EXCERPTED DATA
---+---
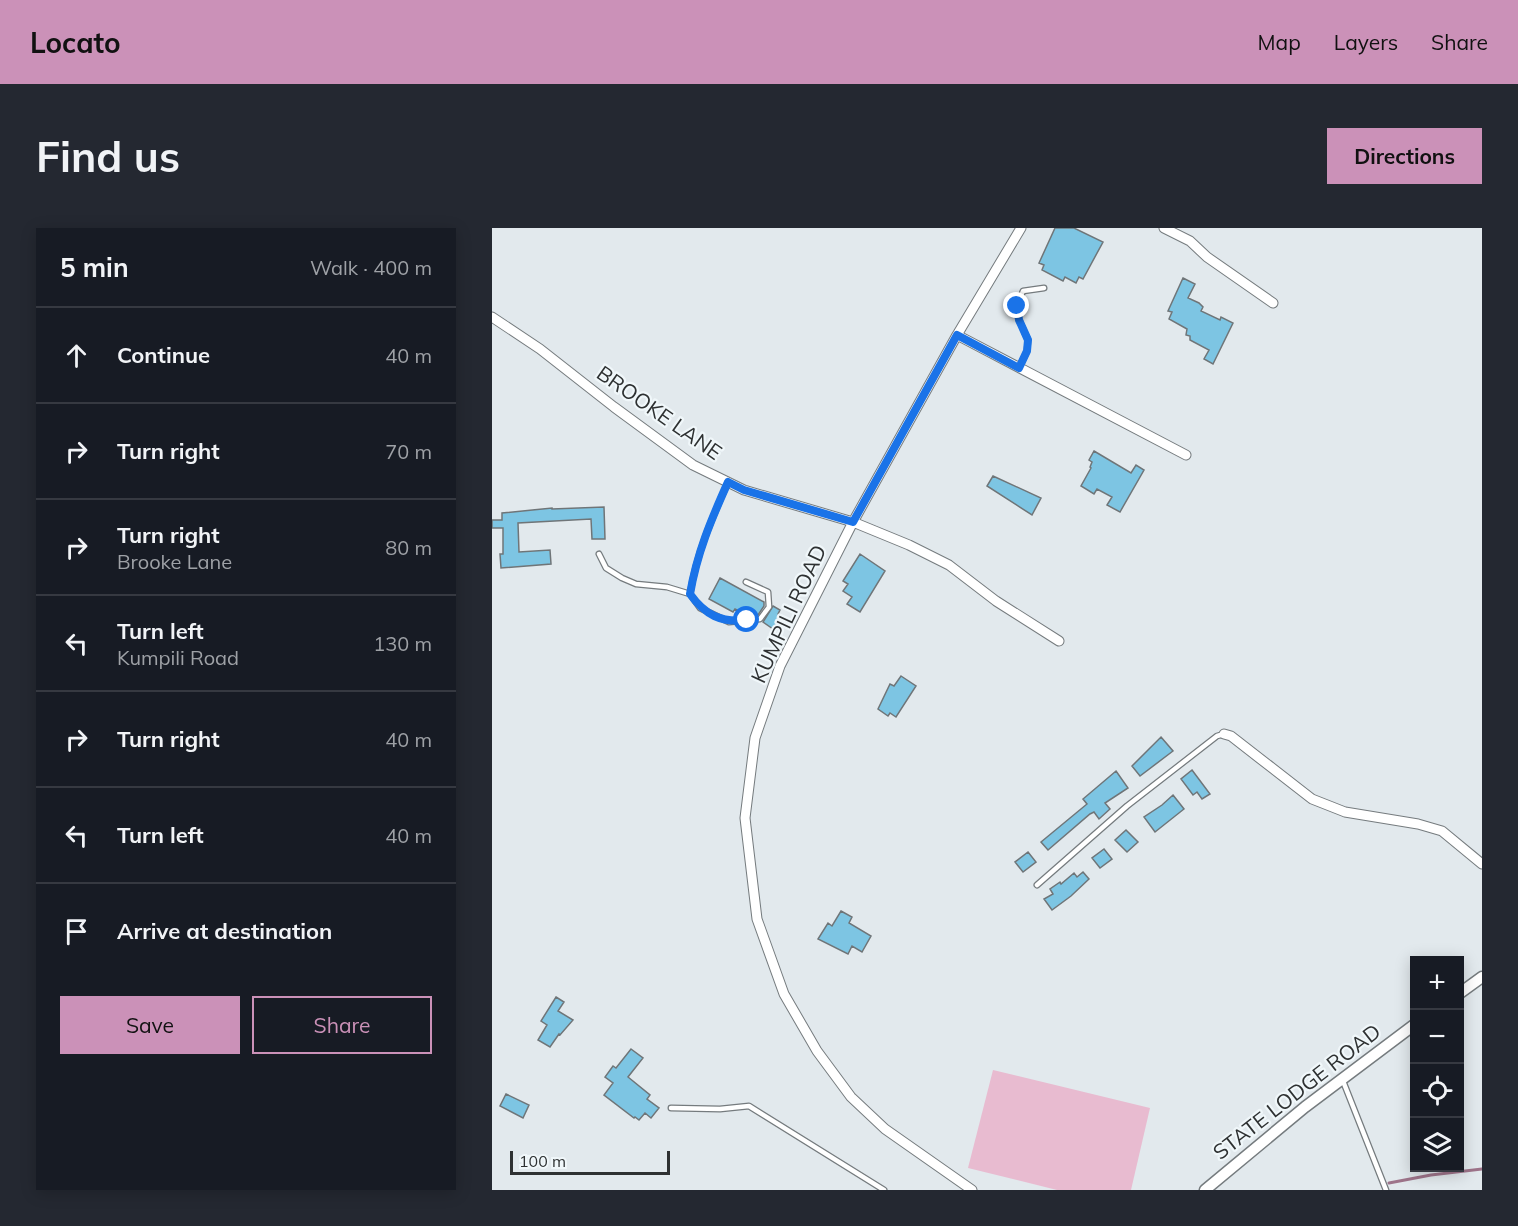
<!DOCTYPE html>
<html lang="en">
<head>
<meta charset="utf-8">
<style>
  body { margin:0; font-family:Mulish,sans-serif; background:#242831; color:#f1f3f6 }
  .controls { position:absolute; right:18px; bottom:18px; display:grid; overflow:hidden; border-radius:0px; box-shadow:0 3px 15px #0003 }
  .controls button { width:54px; height:54px; display:grid; place-items:center; padding:0; border:0; border-bottom:2px solid #363941; background:#171b24; color:#f1f3f6; font:30px sans-serif }
  .scale { position:absolute; left:18px; bottom:15px; width:160px; box-sizing:border-box; padding-left:6px; border:3px solid #2e3132; border-top:0; font-size:16px; line-height:21px; white-space:nowrap; color:#2e3132; -webkit-text-stroke:4px #f0f7fa; paint-order:stroke }
  .stop { position:absolute; width:18px; height:18px; margin:-14px; border:4px solid #1a73e8; border-radius:50%; background:#fff }
  .stop.end { background:#1a73e8; border-color:#fff; box-shadow:0 2px 6px #0008 }
  .list { margin:0; padding:0; list-style:none }
  h2 { display:flex; justify-content:space-between; align-items:center; height:78px; margin:0; padding:0 24px; font-size:26px }
  h2 small { font-size:20px; font-weight:400; color:#9ea1a6 }
  .list li { display:grid; grid-template-columns:39px 1fr auto; gap:18px; align-items:center; box-sizing:border-box; height:96px; padding:0 24px; border-top:2px solid #363941 }
  .list b { display:block; font-size:22px; white-space:nowrap }
  .list p { margin:0; font-size:20px; white-space:nowrap; color:#9ea1a6 }
  .list em { font-size:20px; font-style:normal; color:#9ea1a6 }
  .actions { display:flex; gap:12px; padding:18px 24px }
  .actions a { flex:1; padding:14px 0; border:2px solid #cb91b8; border-radius:0px; text-align:center; font-size:21px; color:#cb91b8 }
  .actions .main { background:#cb91b8; color:#111 }
  .icon { flex:none; width:33px; height:33px; fill:none; stroke:currentColor; stroke-width:2; stroke-linecap:round; stroke-linejoin:round }
  .map { position:relative; flex:none; width:990px; height:962px; overflow:hidden; border-radius:0px }
  header { display:flex; align-items:center; gap:36px; box-sizing:border-box; height:84px; padding:0 30px; background:#cb91b8; color:#111 }
  header strong { font-size:28px }
  nav { display:flex; gap:33px; margin-inline-start:auto; font-size:21px }
  .intro { display:flex; align-items:center; justify-content:space-between; box-sizing:border-box; height:144px; padding:0 36px }
  h1 { margin:0; font-size:42px }
  .button { padding:15px 27px; border-radius:0px; background:#cb91b8; color:#111; font-size:21px; font-weight:700 }
  main { display:flex; gap:36px; padding:0 36px }
  aside { flex:1; background:#171b24; border-radius:0px; box-shadow:0 3px 15px #0003 }
  .map>svg:first-child { display:block }
  .green { fill:#e8bbd0 }
  .lines { fill:none; stroke-linecap:round; stroke-linejoin:round }
  .stream { stroke:#9e748a; stroke-width:3 }
  .building { fill:#7dc5e3; stroke:#6f7578; stroke-width:1.5 }
  .service-casing { stroke:#757b7e; stroke-width:7 }
  .minor-casing { stroke:#757b7e; stroke-width:11 }
  .tertiary-casing { stroke:#757b7e; stroke-width:13 }
  .service { stroke:#fff; stroke-width:4.5 }
  .minor { stroke:#fff; stroke-width:9 }
  .tertiary { stroke:#fff; stroke-width:10 }
  .route { stroke:#1a73e8; stroke-width:8 }
  .labels { text-anchor:middle; stroke-width:4.5; stroke-linejoin:round; paint-order:stroke }
  .street-label { font-size:21px; fill:#2e3132; stroke:#f0f7fa }
</style>
</head>
<body>
<header>
<strong>Locato</strong>
<nav><a>Map</a><a>Layers</a><a>Share</a></nav>
</header>
<div class="intro"><h1>Find us</h1><a class="button">Directions</a></div>
<main>
<aside>
<h2>5 min<small>Walk · 400 m</small></h2>
<ul class="list">
<li><svg class="icon" aria-label="ahead" viewBox="0 0 24 24"><path d="M12 20V5M6 11l6-6 6 6"/></svg><div><b>Continue</b></div><em>40 m</em></li>
<li><svg class="icon" aria-label="right" viewBox="0 0 24 24"><path d="M7 20v-9h11M14 6l5 5-5 5"/></svg><div><b>Turn right</b></div><em>70 m</em></li>
<li><svg class="icon" aria-label="right" viewBox="0 0 24 24"><path d="M7 20v-9h11M14 6l5 5-5 5"/></svg><div><b>Turn right</b><p>Brooke Lane</p></div><em>80 m</em></li>
<li><svg class="icon" aria-label="left" viewBox="0 0 24 24"><path d="M17 20v-9H6M10 6l-5 5 5 5"/></svg><div><b>Turn left</b><p>Kumpili Road</p></div><em>130 m</em></li>
<li><svg class="icon" aria-label="right" viewBox="0 0 24 24"><path d="M7 20v-9h11M14 6l5 5-5 5"/></svg><div><b>Turn right</b></div><em>40 m</em></li>
<li><svg class="icon" aria-label="left" viewBox="0 0 24 24"><path d="M17 20v-9H6M10 6l-5 5 5 5"/></svg><div><b>Turn left</b></div><em>40 m</em></li>
<li><svg class="icon" aria-label="arrive" viewBox="0 0 24 24"><path d="M6 21V4h12l-3 4 3 4H6"/></svg><div><b>Arrive at destination</b></div></li>
</ul>
<div class="actions"><a class="main">Save</a><a>Share</a></div>
</aside>
<div class="map">
<svg width="990" height="962" viewBox="0 0 990 962">
  <rect width="100%" height="100%" fill="#e2e9ed"/>
  <path class="green" d="M501,842L658,880L639,962H565L476,940Z"/>
  <g class="lines">
    <path class="stream" d="M897,955L939,947L990,941"/>
  </g>
  <path class="building" d="M563,0H582L611,14L591,51L587,49L584,55L573,49L571,53L550,42L552,37L547,35Z
    M691,50L703,56L696,70L707,75L711,79L709,83L728,92L729,89L741,95L721,136L712,131L717,122L698,112V108L694,107L695,101L677,91L680,84L676,83Z
    M602,223L639,245L644,237L652,242L628,284L615,277L620,269L605,261L602,266L589,258L599,240L598,239L600,234L597,232Z
    M501,248L549,270L540,287L495,258Z
    M112,279L113,311H100L99,291L26,295L27,324L58,322L59,336L9,340L8,326H11V300H0V292H10V285L60,280V281Z
    M368,326L393,343L368,384L355,376L360,369L351,363L356,356L351,353Z
    M228,350L272,374V378L266,387L257,388L243,381L241,384L217,371Z
    M281,378L288,382L286,386L289,388L281,401L271,394Z
    M409,448L424,458L404,489L398,485L396,488L386,481L398,456L402,458Z
    M669,509L681,523L648,548L640,538Z
    M700,542L718,566L710,571L705,564L701,567L689,551Z
    M624,543L636,560L613,575L618,581L607,591L602,584L598,586L556,622L549,614L595,576L591,571Z
    M681,567L692,581L663,604L652,589L670,577Z
    M634,602L646,614L635,624L623,612Z
    M612,621L620,631L608,640L600,630Z
    M536,624L544,634L531,644L523,634Z
    M591,644L597,651L579,668L560,682L552,671L561,666L558,661L568,654L569,656L582,645L585,649Z
    M349,683L360,689L357,695L379,708L370,724L360,718L356,726L326,711L336,695L340,698Z
    M64,769L72,774L66,783L81,792L68,807L67,806L58,819L46,812L55,797L49,793Z
    M139,821L151,830L136,849L158,867L155,871L167,880L159,890L153,885L147,892L143,889L142,890L112,867L121,855L113,849L121,838L124,840Z
    M14,866L37,877L31,890L8,878Z"/>
  <g class="lines">
    <g class="service-casing">
      <path id="service" d="M527,140L535,123L536,112L527,92L525,78L531,63L552,60
        M236,254C219,293 205,324 198,366L208,380L237,394L268,391L277,379L276,364L254,354
        M107,326L114,340L130,350L144,356L175,359L198,366
        M545,657L635,578L725,508L732,506
        M851,853L894,962
        M179,880L228,881L257,878L392,962"/>
    </g>
    <g class="minor-casing">
      <path id="minor" d="M672,0L698,13L715,29L781,75
        M0,89L48,121L122,179L201,237L252,262L361,294L417,317L457,337L504,373L567,413
        M465,107L694,227
        M732,506L739,508L820,571L853,584L926,596L950,603L990,636
        M480,962L393,901L359,869L325,823L292,766L265,691L253,590L263,510L288,438L361,294L465,107L529,0"/>
    </g>
    <g class="tertiary-casing">
      <path id="tertiary" d="M968,765L990,749
        M713,962L813,879L922,797"/>
    </g>
    <use href="#service" class="service"/>
    <use href="#minor" class="minor"/>
    <use href="#tertiary" class="tertiary"/>
  </g>
  <g class="lines">
    <path class="route" d="M255,392C229,395 213,387 198,366C205,325 219,292 236,254L252,262L361,294L465,107L527,140L535,123L536,112L527,92L525,78"/>
  </g>
  <g class="labels">
    <g class="street-label">
      <text transform="translate(167 185) rotate(35)" y="7">BROOKE LANE</text>
      <text transform="translate(297 386) rotate(-65)" y="7">KUMPILI ROAD</text>
      <text transform="translate(805 864) rotate(-38)" y="7">STATE LODGE ROAD</text>
    </g>
  </g>
</svg>
<div class="controls">
<button>+</button>
<button>−</button>
<button><svg class="icon" aria-label="locate" viewBox="0 0 24 24"><circle cx="12" cy="12" r="6"/><path d="M12 2v4M12 18v4M2 12h4M18 12h4"/></svg></button>
<button><svg class="icon" aria-label="layers" viewBox="0 0 24 24"><path d="M12 4l9 5-9 5-9-5zM3 14l9 5 9-5"/></svg></button>
</div>
<div class="scale">100 m</div>
<div class="stop" style="left:255px;top:392px"></div>
<div class="stop end" style="left:525px;top:78px"></div>
</div>
</main>
</body>
</html>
---+---
TASK REQUIREMENTS
Every line of the listing that holds the word "none" is to be found and copied.

YOUR SOLUTION
  .list { margin:0; padding:0; list-style:none }
  .icon { flex:none; width:33px; height:33px; fill:none; stroke:currentColor; stroke-width:2; stroke-linecap:round; stroke-linejoin:round }
  .map { position:relative; flex:none; width:990px; height:962px; overflow:hidden; border-radius:0px }
  .lines { fill:none; stroke-linecap:round; stroke-linejoin:round }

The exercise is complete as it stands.